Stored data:

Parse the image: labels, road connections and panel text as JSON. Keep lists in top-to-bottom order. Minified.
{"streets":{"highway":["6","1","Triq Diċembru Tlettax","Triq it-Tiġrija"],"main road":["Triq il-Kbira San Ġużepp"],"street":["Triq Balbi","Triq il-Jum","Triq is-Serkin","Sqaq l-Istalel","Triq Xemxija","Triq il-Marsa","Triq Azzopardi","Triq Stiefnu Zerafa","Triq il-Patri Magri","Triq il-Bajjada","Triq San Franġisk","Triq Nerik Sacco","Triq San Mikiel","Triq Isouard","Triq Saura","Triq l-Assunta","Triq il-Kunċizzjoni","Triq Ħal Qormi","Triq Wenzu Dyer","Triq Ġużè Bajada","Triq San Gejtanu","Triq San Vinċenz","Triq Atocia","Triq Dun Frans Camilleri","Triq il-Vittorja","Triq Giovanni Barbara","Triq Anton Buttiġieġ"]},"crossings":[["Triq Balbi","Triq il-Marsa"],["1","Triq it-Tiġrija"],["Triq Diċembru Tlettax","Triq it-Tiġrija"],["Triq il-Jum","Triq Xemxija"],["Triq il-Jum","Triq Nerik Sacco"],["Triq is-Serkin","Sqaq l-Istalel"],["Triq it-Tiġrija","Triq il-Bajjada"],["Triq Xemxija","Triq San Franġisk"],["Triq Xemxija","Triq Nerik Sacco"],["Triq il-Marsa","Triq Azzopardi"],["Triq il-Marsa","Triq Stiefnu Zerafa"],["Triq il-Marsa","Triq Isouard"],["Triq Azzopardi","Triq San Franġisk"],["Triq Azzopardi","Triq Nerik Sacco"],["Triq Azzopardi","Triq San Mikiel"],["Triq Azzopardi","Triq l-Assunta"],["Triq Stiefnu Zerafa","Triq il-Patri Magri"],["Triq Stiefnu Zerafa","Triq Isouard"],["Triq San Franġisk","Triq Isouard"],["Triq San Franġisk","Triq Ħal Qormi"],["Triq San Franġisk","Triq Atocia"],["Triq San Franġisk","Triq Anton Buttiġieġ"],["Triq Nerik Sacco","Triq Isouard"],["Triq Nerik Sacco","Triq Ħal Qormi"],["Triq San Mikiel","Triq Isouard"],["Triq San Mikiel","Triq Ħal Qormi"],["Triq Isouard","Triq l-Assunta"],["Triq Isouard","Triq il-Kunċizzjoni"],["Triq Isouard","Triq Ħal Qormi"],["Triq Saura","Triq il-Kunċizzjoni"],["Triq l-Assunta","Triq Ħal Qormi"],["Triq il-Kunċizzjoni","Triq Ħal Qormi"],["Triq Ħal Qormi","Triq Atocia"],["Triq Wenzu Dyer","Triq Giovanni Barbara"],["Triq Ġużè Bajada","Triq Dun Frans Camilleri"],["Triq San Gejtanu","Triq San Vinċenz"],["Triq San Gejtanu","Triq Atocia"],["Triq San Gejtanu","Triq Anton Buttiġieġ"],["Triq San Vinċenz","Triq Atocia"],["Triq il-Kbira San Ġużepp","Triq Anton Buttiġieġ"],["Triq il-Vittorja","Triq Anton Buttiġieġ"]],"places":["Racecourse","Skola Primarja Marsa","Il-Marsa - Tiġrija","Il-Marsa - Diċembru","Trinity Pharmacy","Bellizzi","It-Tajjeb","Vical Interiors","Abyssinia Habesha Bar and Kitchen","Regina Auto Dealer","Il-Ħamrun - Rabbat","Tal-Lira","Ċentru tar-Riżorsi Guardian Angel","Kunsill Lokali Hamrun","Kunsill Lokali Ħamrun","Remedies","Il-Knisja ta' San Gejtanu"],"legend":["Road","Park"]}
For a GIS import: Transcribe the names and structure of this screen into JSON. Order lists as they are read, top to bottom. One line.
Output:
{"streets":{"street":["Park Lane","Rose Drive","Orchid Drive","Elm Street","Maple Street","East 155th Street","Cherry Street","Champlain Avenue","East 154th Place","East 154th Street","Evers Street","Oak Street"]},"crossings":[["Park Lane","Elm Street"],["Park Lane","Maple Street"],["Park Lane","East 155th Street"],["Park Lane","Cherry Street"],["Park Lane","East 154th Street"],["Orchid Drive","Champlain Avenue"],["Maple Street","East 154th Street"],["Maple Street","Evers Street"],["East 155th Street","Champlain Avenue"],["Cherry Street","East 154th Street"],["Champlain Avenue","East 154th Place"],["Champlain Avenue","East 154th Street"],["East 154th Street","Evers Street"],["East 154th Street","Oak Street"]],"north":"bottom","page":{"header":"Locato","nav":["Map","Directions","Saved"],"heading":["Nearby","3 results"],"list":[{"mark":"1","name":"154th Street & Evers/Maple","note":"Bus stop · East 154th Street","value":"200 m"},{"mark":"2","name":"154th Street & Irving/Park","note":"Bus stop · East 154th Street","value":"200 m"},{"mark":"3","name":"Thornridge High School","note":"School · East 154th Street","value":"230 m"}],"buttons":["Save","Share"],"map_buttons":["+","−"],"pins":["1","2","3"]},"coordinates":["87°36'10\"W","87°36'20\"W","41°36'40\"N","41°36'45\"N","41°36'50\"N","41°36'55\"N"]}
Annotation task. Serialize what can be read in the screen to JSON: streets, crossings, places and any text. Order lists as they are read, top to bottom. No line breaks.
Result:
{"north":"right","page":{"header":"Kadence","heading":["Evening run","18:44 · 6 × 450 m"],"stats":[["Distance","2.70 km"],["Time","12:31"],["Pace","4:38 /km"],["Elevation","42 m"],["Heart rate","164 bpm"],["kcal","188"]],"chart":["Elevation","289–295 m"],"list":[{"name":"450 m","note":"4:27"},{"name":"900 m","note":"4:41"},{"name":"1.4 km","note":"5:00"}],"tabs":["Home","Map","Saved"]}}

- **Work task**: All of the records should be repeated precisely as written.

- **Task answer**:
Parse the image: labels, road connections and panel text as JSON. Keep lists in top-to-bottom order. Minified.
{"streets":{"highway":["6","1","Triq Diċembru Tlettax","Triq it-Tiġrija"],"main road":["Triq il-Kbira San Ġużepp"],"street":["Triq Balbi","Triq il-Jum","Triq is-Serkin","Sqaq l-Istalel","Triq Xemxija","Triq il-Marsa","Triq Azzopardi","Triq Stiefnu Zerafa","Triq il-Patri Magri","Triq il-Bajjada","Triq San Franġisk","Triq Nerik Sacco","Triq San Mikiel","Triq Isouard","Triq Saura","Triq l-Assunta","Triq il-Kunċizzjoni","Triq Ħal Qormi","Triq Wenzu Dyer","Triq Ġużè Bajada","Triq San Gejtanu","Triq San Vinċenz","Triq Atocia","Triq Dun Frans Camilleri","Triq il-Vittorja","Triq Giovanni Barbara","Triq Anton Buttiġieġ"]},"crossings":[["Triq Balbi","Triq il-Marsa"],["1","Triq it-Tiġrija"],["Triq Diċembru Tlettax","Triq it-Tiġrija"],["Triq il-Jum","Triq Xemxija"],["Triq il-Jum","Triq Nerik Sacco"],["Triq is-Serkin","Sqaq l-Istalel"],["Triq it-Tiġrija","Triq il-Bajjada"],["Triq Xemxija","Triq San Franġisk"],["Triq Xemxija","Triq Nerik Sacco"],["Triq il-Marsa","Triq Azzopardi"],["Triq il-Marsa","Triq Stiefnu Zerafa"],["Triq il-Marsa","Triq Isouard"],["Triq Azzopardi","Triq San Franġisk"],["Triq Azzopardi","Triq Nerik Sacco"],["Triq Azzopardi","Triq San Mikiel"],["Triq Azzopardi","Triq l-Assunta"],["Triq Stiefnu Zerafa","Triq il-Patri Magri"],["Triq Stiefnu Zerafa","Triq Isouard"],["Triq San Franġisk","Triq Isouard"],["Triq San Franġisk","Triq Ħal Qormi"],["Triq San Franġisk","Triq Atocia"],["Triq San Franġisk","Triq Anton Buttiġieġ"],["Triq Nerik Sacco","Triq Isouard"],["Triq Nerik Sacco","Triq Ħal Qormi"],["Triq San Mikiel","Triq Isouard"],["Triq San Mikiel","Triq Ħal Qormi"],["Triq Isouard","Triq l-Assunta"],["Triq Isouard","Triq il-Kunċizzjoni"],["Triq Isouard","Triq Ħal Qormi"],["Triq Saura","Triq il-Kunċizzjoni"],["Triq l-Assunta","Triq Ħal Qormi"],["Triq il-Kunċizzjoni","Triq Ħal Qormi"],["Triq Ħal Qormi","Triq Atocia"],["Triq Wenzu Dyer","Triq Giovanni Barbara"],["Triq Ġużè Bajada","Triq Dun Frans Camilleri"],["Triq San Gejtanu","Triq San Vinċenz"],["Triq San Gejtanu","Triq Atocia"],["Triq San Gejtanu","Triq Anton Buttiġieġ"],["Triq San Vinċenz","Triq Atocia"],["Triq il-Kbira San Ġużepp","Triq Anton Buttiġieġ"],["Triq il-Vittorja","Triq Anton Buttiġieġ"]],"places":["Racecourse","Skola Primarja Marsa","Il-Marsa - Tiġrija","Il-Marsa - Diċembru","Trinity Pharmacy","Bellizzi","It-Tajjeb","Vical Interiors","Abyssinia Habesha Bar and Kitchen","Regina Auto Dealer","Il-Ħamrun - Rabbat","Tal-Lira","Ċentru tar-Riżorsi Guardian Angel","Kunsill Lokali Hamrun","Kunsill Lokali Ħamrun","Remedies","Il-Knisja ta' San Gejtanu"],"legend":["Road","Park"]}
For a GIS import: Transcribe the names and structure of this screen into JSON. Order lists as they are read, top to bottom. One line.
Output:
{"streets":{"street":["Park Lane","Rose Drive","Orchid Drive","Elm Street","Maple Street","East 155th Street","Cherry Street","Champlain Avenue","East 154th Place","East 154th Street","Evers Street","Oak Street"]},"crossings":[["Park Lane","Elm Street"],["Park Lane","Maple Street"],["Park Lane","East 155th Street"],["Park Lane","Cherry Street"],["Park Lane","East 154th Street"],["Orchid Drive","Champlain Avenue"],["Maple Street","East 154th Street"],["Maple Street","Evers Street"],["East 155th Street","Champlain Avenue"],["Cherry Street","East 154th Street"],["Champlain Avenue","East 154th Place"],["Champlain Avenue","East 154th Street"],["East 154th Street","Evers Street"],["East 154th Street","Oak Street"]],"north":"bottom","page":{"header":"Locato","nav":["Map","Directions","Saved"],"heading":["Nearby","3 results"],"list":[{"mark":"1","name":"154th Street & Evers/Maple","note":"Bus stop · East 154th Street","value":"200 m"},{"mark":"2","name":"154th Street & Irving/Park","note":"Bus stop · East 154th Street","value":"200 m"},{"mark":"3","name":"Thornridge High School","note":"School · East 154th Street","value":"230 m"}],"buttons":["Save","Share"],"map_buttons":["+","−"],"pins":["1","2","3"]},"coordinates":["87°36'10\"W","87°36'20\"W","41°36'40\"N","41°36'45\"N","41°36'50\"N","41°36'55\"N"]}
Annotation task. Serialize what can be read in the screen to JSON: streets, crossings, places and any text. Order lists as they are read, top to bottom. No line breaks.
Result:
{"north":"right","page":{"header":"Kadence","heading":["Evening run","18:44 · 6 × 450 m"],"stats":[["Distance","2.70 km"],["Time","12:31"],["Pace","4:38 /km"],["Elevation","42 m"],["Heart rate","164 bpm"],["kcal","188"]],"chart":["Elevation","289–295 m"],"list":[{"name":"450 m","note":"4:27"},{"name":"900 m","note":"4:41"},{"name":"1.4 km","note":"5:00"}],"tabs":["Home","Map","Saved"]}}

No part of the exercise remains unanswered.